Była 93. minuta meczu. Właśnie wtedy po niegroźnym wydawało się dośrodkowaniu, ręką w polu karnym zagrał Hubert Zwoźny. Sędzia Bartosz Frankowski podyktował rzut karny. Po chwili otrzymał sygnał z VAR-u i poszedł obejrzeć powtórkę i zmienił swoją decyzję. W 99. minucie Pau Resta, obrońca Korony sfaulował wychodzącego na czystą pozycję Mateusza Bakowicza i otrzymał czerwoną kartkę. Gospodarze mieli rzut wolny na 18 metrze, choć faul był przynajmniej dwa metry dalej. Rafał Mamla obronił strzał Joao Guilherme, ale do piłki dobiegł Dmytro Yukhymovych i strzałem głową z siedmiu metrów doprowadził do dogrywki! W dodatkowym czasie lepsi byli gospodarze, mieli sytuację, ale brakowało im skuteczności, albo świetnie bronił Mamla. W efekcie doszło do rzutów karnych. W nich spudłowali tylko Wojciech Kamiński i Konrad Matuszewski, piłkarze Korony i to Chojniczanka cieszyła się z sensacyjnego awansu do kolejnej fazy.
REKLAMA
Zobacz wideo Marcin Bułka został ambasadorem! Wielka chwila, wielka rzecz
Tamar Svetlin wreszcie trafił! Nic to jednak nie dało
Sensacyjnego, bo zdecydowanym faworytem meczu była Korona Kielce. Drużyna prowadzona przez trenera Jacka Zielińskiego jest na ósmym miejscu w tabeli PKO BP Ekstraklasy z zaledwie trzypunktową stratą do czwartego Rakowa Częstochowa.

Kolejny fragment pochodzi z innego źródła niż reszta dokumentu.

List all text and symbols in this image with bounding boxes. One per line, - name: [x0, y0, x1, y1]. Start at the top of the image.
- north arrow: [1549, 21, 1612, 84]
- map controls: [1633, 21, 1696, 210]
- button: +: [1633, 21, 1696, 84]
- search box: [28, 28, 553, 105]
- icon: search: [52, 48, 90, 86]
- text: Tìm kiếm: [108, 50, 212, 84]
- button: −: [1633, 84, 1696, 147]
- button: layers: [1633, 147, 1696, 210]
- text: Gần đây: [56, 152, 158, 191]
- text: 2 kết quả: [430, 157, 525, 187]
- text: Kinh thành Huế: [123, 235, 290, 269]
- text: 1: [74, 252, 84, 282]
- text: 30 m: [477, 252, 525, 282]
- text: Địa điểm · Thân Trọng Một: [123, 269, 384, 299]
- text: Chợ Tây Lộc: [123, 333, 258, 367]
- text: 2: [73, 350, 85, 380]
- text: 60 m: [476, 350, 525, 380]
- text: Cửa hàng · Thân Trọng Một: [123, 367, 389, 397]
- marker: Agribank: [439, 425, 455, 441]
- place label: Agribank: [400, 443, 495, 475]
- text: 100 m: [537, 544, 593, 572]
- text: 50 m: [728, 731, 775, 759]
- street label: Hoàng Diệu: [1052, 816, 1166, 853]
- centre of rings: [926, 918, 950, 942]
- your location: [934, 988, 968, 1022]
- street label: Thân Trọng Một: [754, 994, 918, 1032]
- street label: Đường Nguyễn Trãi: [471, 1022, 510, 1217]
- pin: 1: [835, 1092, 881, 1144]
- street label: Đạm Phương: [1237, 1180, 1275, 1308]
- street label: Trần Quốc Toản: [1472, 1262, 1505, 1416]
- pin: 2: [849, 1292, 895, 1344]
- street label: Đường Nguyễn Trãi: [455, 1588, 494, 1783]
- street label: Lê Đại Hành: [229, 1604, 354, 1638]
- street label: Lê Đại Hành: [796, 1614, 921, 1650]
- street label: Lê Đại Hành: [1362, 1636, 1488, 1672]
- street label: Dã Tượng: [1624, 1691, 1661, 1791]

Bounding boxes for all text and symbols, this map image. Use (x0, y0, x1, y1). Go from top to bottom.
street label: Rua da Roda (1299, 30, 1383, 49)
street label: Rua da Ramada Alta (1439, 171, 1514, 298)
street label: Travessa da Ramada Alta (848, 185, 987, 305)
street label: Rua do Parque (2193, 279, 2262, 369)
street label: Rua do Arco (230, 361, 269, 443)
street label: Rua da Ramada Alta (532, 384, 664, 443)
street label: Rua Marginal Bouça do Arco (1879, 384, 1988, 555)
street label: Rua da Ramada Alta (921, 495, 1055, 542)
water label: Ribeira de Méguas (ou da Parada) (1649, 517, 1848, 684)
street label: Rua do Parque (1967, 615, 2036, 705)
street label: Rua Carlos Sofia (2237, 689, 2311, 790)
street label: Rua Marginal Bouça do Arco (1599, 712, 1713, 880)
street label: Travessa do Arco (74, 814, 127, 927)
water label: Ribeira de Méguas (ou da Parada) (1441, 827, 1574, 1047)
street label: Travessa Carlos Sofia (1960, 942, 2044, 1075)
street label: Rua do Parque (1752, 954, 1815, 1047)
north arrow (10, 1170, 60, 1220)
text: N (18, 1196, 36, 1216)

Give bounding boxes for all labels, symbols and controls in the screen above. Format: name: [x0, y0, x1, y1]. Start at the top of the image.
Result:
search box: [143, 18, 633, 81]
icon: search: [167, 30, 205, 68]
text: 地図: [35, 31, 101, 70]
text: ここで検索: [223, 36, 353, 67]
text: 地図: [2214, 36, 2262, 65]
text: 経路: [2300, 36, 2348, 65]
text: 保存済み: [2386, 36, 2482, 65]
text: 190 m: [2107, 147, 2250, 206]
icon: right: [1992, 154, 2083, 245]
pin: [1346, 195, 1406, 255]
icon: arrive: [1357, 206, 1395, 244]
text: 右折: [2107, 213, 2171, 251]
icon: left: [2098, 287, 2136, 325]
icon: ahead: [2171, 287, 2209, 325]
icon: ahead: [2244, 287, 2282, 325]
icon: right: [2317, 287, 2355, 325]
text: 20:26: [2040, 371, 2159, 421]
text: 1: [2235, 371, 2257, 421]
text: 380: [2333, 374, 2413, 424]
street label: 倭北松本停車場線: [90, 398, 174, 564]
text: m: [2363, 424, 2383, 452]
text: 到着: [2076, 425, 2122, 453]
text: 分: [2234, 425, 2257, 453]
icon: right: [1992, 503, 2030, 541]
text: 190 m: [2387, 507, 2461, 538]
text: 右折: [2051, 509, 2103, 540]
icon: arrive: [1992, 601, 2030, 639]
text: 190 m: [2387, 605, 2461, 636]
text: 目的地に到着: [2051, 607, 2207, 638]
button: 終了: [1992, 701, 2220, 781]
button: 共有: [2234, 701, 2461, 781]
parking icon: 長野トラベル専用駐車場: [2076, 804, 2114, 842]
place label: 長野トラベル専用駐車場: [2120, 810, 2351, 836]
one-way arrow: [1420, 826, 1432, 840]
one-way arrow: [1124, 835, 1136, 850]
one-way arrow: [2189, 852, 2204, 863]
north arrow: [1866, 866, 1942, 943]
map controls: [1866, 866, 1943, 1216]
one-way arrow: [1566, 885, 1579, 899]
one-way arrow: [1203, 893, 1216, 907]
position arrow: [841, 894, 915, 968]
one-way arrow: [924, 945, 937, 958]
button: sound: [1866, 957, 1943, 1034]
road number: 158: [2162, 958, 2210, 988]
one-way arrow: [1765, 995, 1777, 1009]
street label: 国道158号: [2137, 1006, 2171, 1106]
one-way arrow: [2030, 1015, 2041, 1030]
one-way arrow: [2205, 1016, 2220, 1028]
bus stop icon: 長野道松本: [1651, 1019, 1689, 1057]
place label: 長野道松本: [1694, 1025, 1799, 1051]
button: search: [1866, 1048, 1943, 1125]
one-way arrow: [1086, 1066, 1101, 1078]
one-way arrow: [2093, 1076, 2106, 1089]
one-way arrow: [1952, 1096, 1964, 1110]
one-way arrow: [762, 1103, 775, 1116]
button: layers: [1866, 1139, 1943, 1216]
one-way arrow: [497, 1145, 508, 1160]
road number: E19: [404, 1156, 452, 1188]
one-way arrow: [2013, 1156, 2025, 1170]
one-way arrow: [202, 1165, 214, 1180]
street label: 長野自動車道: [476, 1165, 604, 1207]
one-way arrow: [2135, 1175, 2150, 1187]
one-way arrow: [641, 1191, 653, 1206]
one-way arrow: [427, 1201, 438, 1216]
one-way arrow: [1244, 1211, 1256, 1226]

Natomiast Chojniczanka jest na 10. pozycji, ale w Betlic 2. lidze, choć do baraży o awans do I ligi traci zaledwie dwa punkty (z drugiej strony nad strefą spadkową ma tylko punkt przewagi).
W pierwszej połowie nie było widać różnicy w poziomach między tymi drużynami. Mało tego - to gospodarze mieli 100 proc. sytuację. W 29. minucie po ładnej, zespołowej akcji Bartłomiej Eizenchart podał z lewej strony pola karnego do Łotysza Valerijsa Sabali, ale jego strzał z sześciu metrów kapitalnie obronił Rafał Mamla, rezerwowy bramkarz kielczan. Cztery minuty później Korona odpowiedziała. Z prawej strony dośrodkował Martin Remacle, Wiktor Długosz z siedmiu metrów strzelił wślizgiem, ale kapitalny refleks pokazał bramkarz Damian Primel.
- Myślę, iż trener Marek Brzozowski był zadowolony z postawy drużyny, a szkoleniowiec Jacek Zieliński miałby kilka uwag do poszczególnych piłkarzy. Bo przecież przedstawiciel z Ekstraklasy stworzył jedną dobrą okazję. To rywale mieli lepszą - mówił komentator TVP Sport.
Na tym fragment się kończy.